For this absorption, when left unchecked, depletes us. It puts strains on our relationships, our health, even on our potential for simple moments of serenity.

If we did such a recalibration from the start, what would be different about our careers? We’d have better balance, of course. But even more important, we’d also get a better sense of ourselves, of who we are and, ultimately, of what we should aim for in our professional accomplishments.

With this inward turn, I’m tapping into something that preceded me becoming a professor and will continue when I leave the academy.

I remember the way I framed my core identity during my early 20s. It was—and is—a commitment to the twin values of seeking and service. My penchant for seeking surfaced early on; I often remember how, to my father’s annoyance, I endlessly peppered him with questions as he was trying to concentrate while driving. Now, at this point, my desire to understand the world around me is something I doubt I could jettison, even if I wished to do so. While the topics that spark my curiosity have evolved considerably over the years, this basic inquiring spirit abides as part of my identity.

That said, seeking by itself always felt oddly incomplete, as if its isolation deprived it of its fuller meaning. The famous analogy of Plato’s cave captivated me as an undergraduate, as I followed its progressive understanding of reality from the illusion of the shadows to the illumination of the sun. I remember reading The Republic for the first time and having trouble catching my breath, as I was overwhelmed by the power of its philosophic vision.

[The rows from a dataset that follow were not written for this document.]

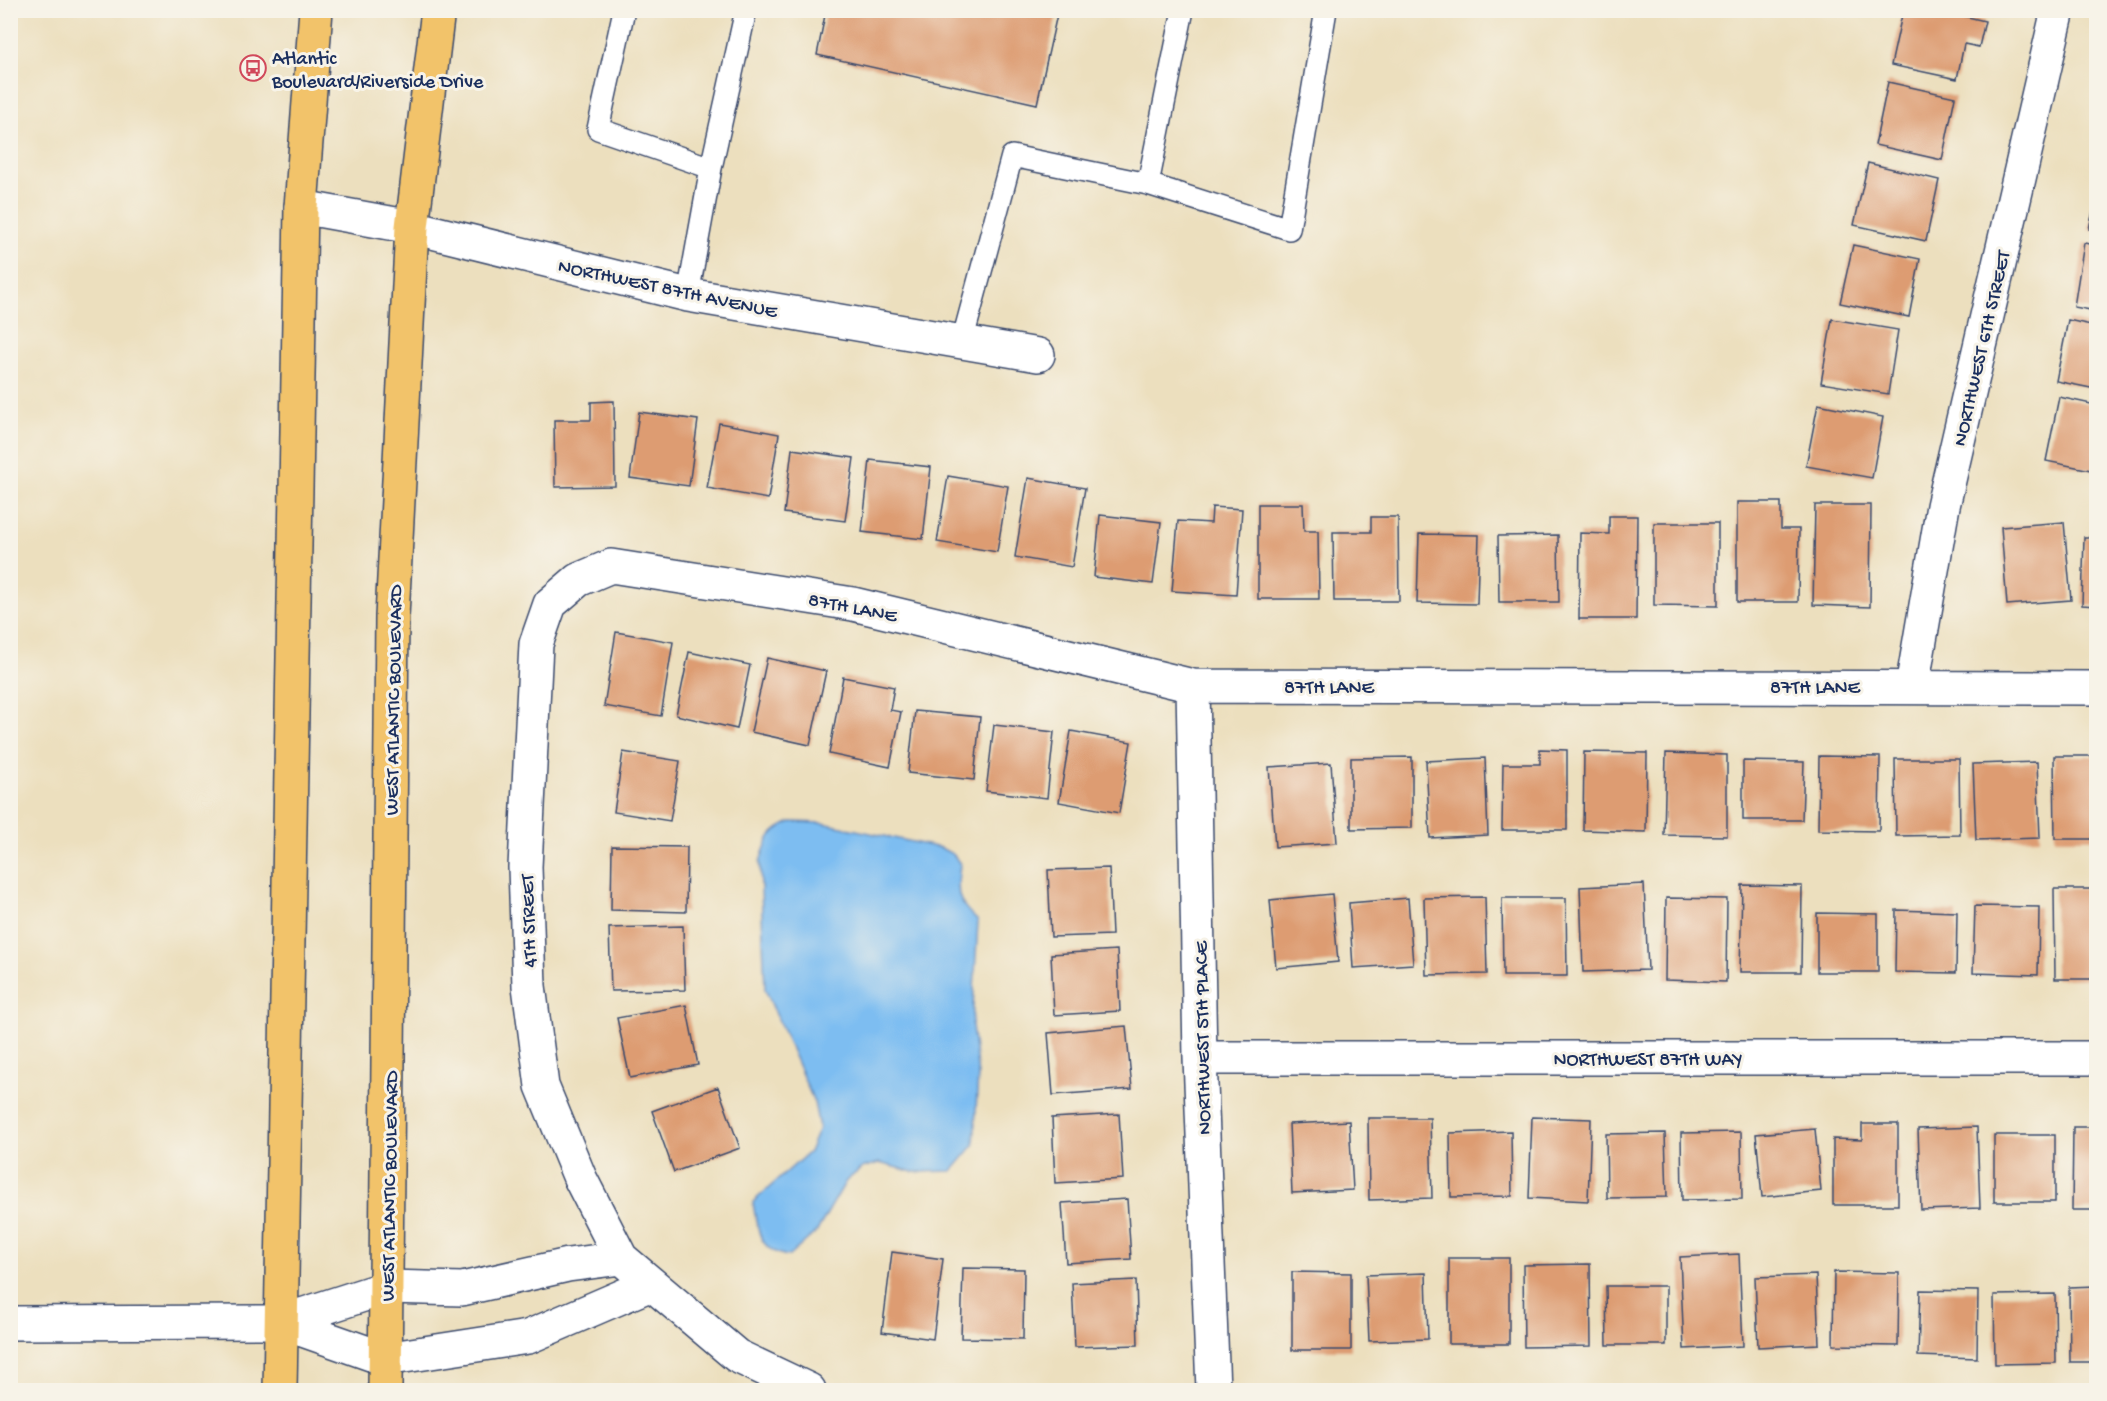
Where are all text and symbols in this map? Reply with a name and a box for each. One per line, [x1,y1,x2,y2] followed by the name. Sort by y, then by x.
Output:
[271,49,484,95] place label: Atlantic Boulevard/Riverside Drive
[238,53,268,83] bus stop icon: Atlantic Boulevard/Riverside Drive
[1950,248,2017,449] street label: NORTHWEST 6TH STREET
[556,256,780,325] street label: NORTHWEST 87TH AVENUE
[382,583,409,816] street label: WEST ATLANTIC BOULEVARD
[806,590,900,630] street label: 87TH LANE
[1284,678,1375,701] street label: 87TH LANE
[1770,678,1861,701] street label: 87TH LANE
[517,873,544,968] street label: 4TH STREET
[1191,939,1218,1135] street label: NORTHWEST 5TH PLACE
[1553,1050,1743,1073] street label: NORTHWEST 87TH WAY
[378,1069,405,1302] street label: WEST ATLANTIC BOULEVARD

For Plato, the cave’s interior represented the everyday, physical world perceived by our senses, and the cave’s exterior represented the intellectual realm accessible through our reason and philosophic reflection. Thus, when I leave the intellectual realm to do community service in the more everyday physical world, I am returning to living in the cave. Even after having glimpsed what lies beyond it, I chose to live most of my life within the quotidian virtues of the cave’s interior. During my college years, I would regularly abandon the library for community service, taking low-income kids from the city on field trips, for instance, or volunteering at a nearby halfway house. I needed to know the difference my breathless sojourns might make to the lives of those around me.

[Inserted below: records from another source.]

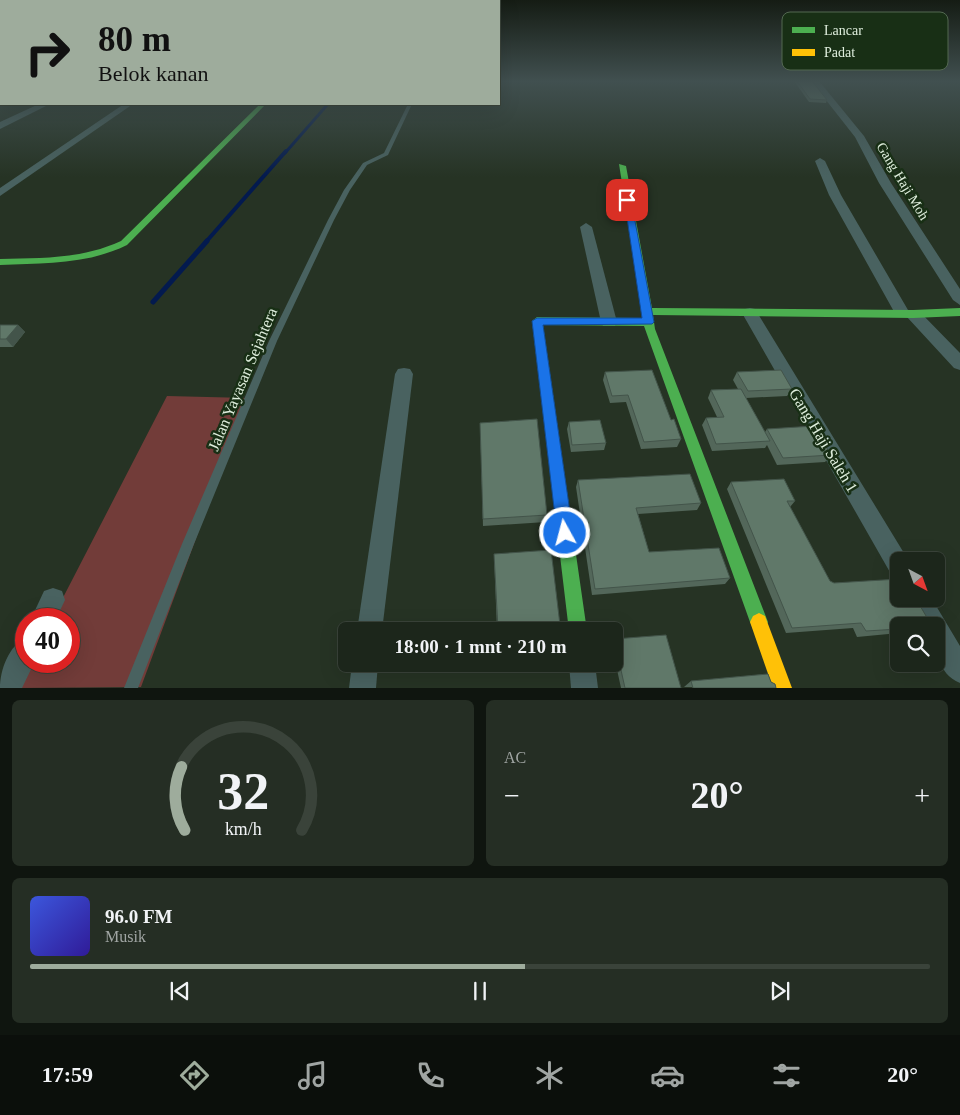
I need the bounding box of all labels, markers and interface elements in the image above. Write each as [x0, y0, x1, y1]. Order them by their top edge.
legend [782, 12, 948, 70]
icon: right [15, 20, 80, 85]
text: 80 m [98, 20, 171, 59]
text: Lancar [824, 23, 863, 38]
text: Padat [824, 45, 855, 60]
text: Belok kanan [98, 61, 209, 86]
street label: Gang Haji Moh [874, 140, 932, 223]
pin [606, 179, 648, 221]
icon: arrive [613, 186, 641, 214]
street label: Jalan Yayasan Sejahtera [205, 305, 281, 453]
street label: Gang Haji Saleh 1 [785, 385, 861, 496]
position arrow [538, 506, 590, 558]
north arrow [890, 552, 945, 608]
map controls [890, 552, 945, 672]
speed limit sign: 40 [15, 608, 80, 673]
button: search [890, 617, 945, 672]
text: 18:00 · 1 mnt · 210 m [394, 636, 567, 657]
text: AC [504, 749, 526, 766]
text: 32 [217, 763, 269, 820]
text: 20° [690, 774, 744, 816]
text: − [504, 780, 520, 811]
text: + [914, 780, 930, 811]
text: km/h [225, 819, 261, 839]
text: 96.0 FM [105, 906, 173, 927]
text: Musik [105, 928, 146, 945]
icon: previous [166, 977, 194, 1005]
icon: pause [466, 977, 494, 1005]
icon: next [766, 977, 794, 1005]
icon: directions [177, 1058, 212, 1093]
icon: music [295, 1058, 330, 1093]
icon: phone [413, 1058, 448, 1093]
icon: climate [532, 1058, 567, 1093]
icon: car [650, 1058, 685, 1093]
icon: filters [769, 1058, 804, 1093]
text: 17:59 [42, 1062, 93, 1087]
text: 20° [887, 1062, 918, 1087]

Who you are always has a transcendent dimension, something that can neither be fully captured nor exhausted by the challenges of your professional life, providing a lodestar even in the most turbulent of times. For me, this lodestar is a double commitment to seeking and service. Yours will be different and distinct, of course. But the important thing, I’ve found, is to regularly embed and nurture this dimension in your daily actions.

As of late in my life, this means adopting a different stance toward my work. I’ve taken to saying about the liberal arts college where I teach that I am in the place, but not of the place. While I am drawn irresistibly to teaching at a liberal arts college, I never want to lose a critical vantage point from which to view it. The depth of my attraction to teaching here lies not simply in what it is, but, just as powerfully, in what it could be and the kind of contribution I might make. For instance, believing that liberal arts colleges are in a distinct position to envision the study of law as involving more than vocational training, I recently created a certificate program for the multidisciplinary study of legal phenomena, including literary, economic, philosophic and cultural perspectives. It was a small yet distinctive difference I could make.

Thus, the virtue of maintaining a critical vantage point—one arising from an awareness of who you are at work—is not only the personal guidance it provides amid disruptive times. It is in the capacity to envision and work toward something better than the current state of affairs. It enables a Platonic moment, even amid the more mundane struggles of my job. It reminds me on occasion to turn from the shadows to the light that ultimately makes possible their understanding.

Jeffrey Nesteruk is professor of legal studies at Franklin & Marshall College. A graduate of the University of Pennsylvania Law School, he has written widely on corporate law, business ethics and liberal education.